Con los primeros albores del día, el tren AVE sale escrupulosamente puntual de Atocha. Aquí y allá asientos vacíos y los ocupados parecen estarlo por robots inclinados sobre sus tabletas o sus móviles de alta gama. “¡Cómo ha cambiado el tren en este país!” me digo. “¡Qué inhóspitos y obsoletos han quedado los del pasado!”
Como viajo sola, tengo tiempo para soñar con aquellos sábados que en régimen de compañerismo mi padre me llevaba a la cascada de Gujuli. Qué paz se respiraba por el sendero que recorríamos cogidos de la mano entre las hayas. Hasta las ovejas transmitían placidez al pastar por aquellos prados. El silencio en aquel valle solo era interrumpido por nuestras pisadas sobre la alfombra de hojas caídas y aquel runrún de fondo que iba creciendo. Era el rugir del agua al precipitarse al vacío o tal vez—como me decía mi padre— el llanto desesperado del pastor que fue castigado por la lamia y lo convirtió en cascada. ¡Cómo me gustaba que me contase esas historias antiguas! Impresionada la veía caer en picado sobre las rocas atravesadas que, afiladas como cuchillos, formaban la vertical. ¡Qué coctelera de sensaciones me producía el ensordecedor ruido en contraste con la finura de los destellos irisados de aquella multitud de perlas que desprendían sus gotas de agua! Me gustaba verla desde la distancia, mi propia cordura me indicaba lo peligrosa que podía ser si me acercaba.
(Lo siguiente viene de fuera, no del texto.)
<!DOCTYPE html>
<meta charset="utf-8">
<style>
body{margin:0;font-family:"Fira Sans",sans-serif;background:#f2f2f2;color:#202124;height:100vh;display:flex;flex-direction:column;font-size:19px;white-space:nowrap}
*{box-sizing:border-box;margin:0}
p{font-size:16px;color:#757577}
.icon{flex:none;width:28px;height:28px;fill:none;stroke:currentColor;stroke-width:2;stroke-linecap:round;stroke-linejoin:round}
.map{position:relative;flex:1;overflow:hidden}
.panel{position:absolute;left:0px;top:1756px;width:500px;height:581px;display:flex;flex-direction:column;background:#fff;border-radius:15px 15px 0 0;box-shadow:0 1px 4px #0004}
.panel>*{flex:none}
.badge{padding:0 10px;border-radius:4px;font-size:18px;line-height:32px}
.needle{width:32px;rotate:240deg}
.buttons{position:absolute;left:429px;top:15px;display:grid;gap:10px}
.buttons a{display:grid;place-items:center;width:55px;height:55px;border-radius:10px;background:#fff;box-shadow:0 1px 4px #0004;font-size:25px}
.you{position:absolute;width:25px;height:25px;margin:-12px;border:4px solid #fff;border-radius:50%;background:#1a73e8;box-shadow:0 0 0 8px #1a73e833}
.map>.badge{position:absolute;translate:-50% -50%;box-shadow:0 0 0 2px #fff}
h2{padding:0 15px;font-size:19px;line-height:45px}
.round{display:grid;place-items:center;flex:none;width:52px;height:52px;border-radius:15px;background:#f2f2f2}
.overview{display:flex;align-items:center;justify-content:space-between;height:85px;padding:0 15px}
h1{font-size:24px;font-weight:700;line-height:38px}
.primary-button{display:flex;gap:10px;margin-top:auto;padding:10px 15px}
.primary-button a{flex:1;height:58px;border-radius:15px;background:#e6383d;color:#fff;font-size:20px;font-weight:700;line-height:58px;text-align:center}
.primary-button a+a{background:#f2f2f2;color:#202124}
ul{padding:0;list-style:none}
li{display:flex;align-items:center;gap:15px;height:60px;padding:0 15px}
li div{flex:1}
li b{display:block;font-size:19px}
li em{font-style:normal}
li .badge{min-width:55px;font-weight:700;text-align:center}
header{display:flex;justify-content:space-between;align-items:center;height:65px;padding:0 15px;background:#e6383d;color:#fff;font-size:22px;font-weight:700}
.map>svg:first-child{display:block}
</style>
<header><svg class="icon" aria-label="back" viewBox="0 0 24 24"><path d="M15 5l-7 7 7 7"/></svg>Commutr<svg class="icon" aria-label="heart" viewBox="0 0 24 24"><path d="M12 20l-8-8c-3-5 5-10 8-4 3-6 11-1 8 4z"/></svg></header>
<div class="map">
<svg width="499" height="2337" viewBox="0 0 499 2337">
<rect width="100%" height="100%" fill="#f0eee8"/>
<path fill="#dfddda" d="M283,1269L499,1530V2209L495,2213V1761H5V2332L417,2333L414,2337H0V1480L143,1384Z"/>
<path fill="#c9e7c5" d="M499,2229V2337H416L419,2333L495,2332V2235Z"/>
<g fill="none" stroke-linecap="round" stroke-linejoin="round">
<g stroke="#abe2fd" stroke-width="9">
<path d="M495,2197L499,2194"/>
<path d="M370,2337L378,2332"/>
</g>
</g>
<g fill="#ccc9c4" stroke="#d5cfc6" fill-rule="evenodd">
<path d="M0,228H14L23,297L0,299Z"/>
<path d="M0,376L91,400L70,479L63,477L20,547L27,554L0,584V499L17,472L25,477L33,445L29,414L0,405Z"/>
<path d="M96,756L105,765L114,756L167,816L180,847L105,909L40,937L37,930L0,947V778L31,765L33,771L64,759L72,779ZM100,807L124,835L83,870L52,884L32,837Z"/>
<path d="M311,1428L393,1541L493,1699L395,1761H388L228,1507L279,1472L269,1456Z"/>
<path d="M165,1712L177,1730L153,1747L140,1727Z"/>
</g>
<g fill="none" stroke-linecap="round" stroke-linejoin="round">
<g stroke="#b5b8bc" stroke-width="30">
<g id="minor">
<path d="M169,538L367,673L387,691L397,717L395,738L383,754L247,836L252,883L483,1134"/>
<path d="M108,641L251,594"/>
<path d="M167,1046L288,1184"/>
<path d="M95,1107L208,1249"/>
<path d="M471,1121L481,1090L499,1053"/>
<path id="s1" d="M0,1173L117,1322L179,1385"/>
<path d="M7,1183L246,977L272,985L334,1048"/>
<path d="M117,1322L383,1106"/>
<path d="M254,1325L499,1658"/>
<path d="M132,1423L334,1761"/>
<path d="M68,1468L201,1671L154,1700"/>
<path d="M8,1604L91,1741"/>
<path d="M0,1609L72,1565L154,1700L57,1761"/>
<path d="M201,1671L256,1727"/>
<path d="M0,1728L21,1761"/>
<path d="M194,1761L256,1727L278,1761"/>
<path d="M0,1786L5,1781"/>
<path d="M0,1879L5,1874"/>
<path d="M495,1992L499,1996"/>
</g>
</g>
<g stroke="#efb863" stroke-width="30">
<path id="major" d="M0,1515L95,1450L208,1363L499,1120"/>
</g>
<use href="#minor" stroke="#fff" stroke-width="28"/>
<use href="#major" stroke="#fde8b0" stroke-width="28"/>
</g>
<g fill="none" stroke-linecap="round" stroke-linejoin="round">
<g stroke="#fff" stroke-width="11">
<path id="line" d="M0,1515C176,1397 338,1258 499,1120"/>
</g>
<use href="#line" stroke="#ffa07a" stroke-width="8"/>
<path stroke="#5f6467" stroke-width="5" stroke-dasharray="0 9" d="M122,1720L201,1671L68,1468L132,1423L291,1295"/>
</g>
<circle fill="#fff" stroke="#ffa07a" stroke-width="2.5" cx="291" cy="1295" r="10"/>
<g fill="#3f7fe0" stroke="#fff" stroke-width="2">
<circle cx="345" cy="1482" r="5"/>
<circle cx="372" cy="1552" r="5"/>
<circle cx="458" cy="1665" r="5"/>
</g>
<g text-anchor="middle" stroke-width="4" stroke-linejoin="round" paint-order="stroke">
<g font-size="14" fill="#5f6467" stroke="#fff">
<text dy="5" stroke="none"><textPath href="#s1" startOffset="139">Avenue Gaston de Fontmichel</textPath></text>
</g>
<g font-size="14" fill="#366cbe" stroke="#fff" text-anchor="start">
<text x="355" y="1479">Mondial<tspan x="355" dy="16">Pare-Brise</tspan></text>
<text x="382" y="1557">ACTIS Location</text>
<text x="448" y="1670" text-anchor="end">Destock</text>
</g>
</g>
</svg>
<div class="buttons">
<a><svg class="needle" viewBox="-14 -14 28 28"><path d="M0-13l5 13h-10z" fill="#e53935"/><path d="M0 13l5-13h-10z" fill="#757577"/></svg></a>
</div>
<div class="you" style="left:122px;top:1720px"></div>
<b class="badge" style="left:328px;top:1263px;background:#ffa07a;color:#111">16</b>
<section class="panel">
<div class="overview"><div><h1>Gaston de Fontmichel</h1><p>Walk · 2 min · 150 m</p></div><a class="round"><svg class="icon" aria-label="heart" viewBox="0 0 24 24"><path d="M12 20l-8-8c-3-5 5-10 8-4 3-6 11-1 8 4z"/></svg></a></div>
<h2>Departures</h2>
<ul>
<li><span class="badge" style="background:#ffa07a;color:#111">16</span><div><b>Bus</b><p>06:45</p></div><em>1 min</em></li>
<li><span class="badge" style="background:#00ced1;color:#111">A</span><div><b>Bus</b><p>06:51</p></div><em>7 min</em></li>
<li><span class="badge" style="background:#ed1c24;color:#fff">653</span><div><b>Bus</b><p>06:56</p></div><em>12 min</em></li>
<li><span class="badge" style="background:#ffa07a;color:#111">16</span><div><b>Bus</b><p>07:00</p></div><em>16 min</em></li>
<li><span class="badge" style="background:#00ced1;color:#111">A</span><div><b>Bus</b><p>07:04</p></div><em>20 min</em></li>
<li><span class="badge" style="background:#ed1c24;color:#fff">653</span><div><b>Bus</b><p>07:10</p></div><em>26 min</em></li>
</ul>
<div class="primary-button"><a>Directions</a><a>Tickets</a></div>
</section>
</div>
Cómo disfrutaba al tumbarme en los montones de hojas caídas que se me quedaban prendidas en el pelo y en la ropa y al sacudirlas volaban como mariposas de colores. Olía a naturaleza, a campo y a oveja, porque las ovejas eran parte inseparable del lugar. El placer de vivir en calma por aquellos prados bajo un cielo azul solo era alterado por una conmoción estrepitosa que competía con la cascada. El tren de las seis como un monstruo mecánico cubierto de hollín, serpenteaba con su traqueteo y sus silbidos se propagaban por los montes. La estolidez de las ovejas al verlo contrastaba con mi alegría al mover la mano para saludarlo. Siempre esperaba que alguien me respondiera y cuando se cumplía: ¡qué saltos daba de alegría!
El AVE ha llegado a su destino. Me muevo inquieta en mi asiento y un sudor frío me recorre la espalda. Una vez más los sentimientos dolorosos irrumpen sin mi consentimiento. El fondo del abismo se acerca. Mi padre me espera en la estación y sé que no lo reconoceré. El balón rodaba y quería cogerlo antes de que cayera por el precipicio. Cuando las manos de él lograron rescatarme asiéndome por los pies, el daño cerebral y el terror al vacío ya habían hecho mella en mí. Las fobias que sufro por la prosopagnosia adquirida, son consecuencia de aquella tragedia.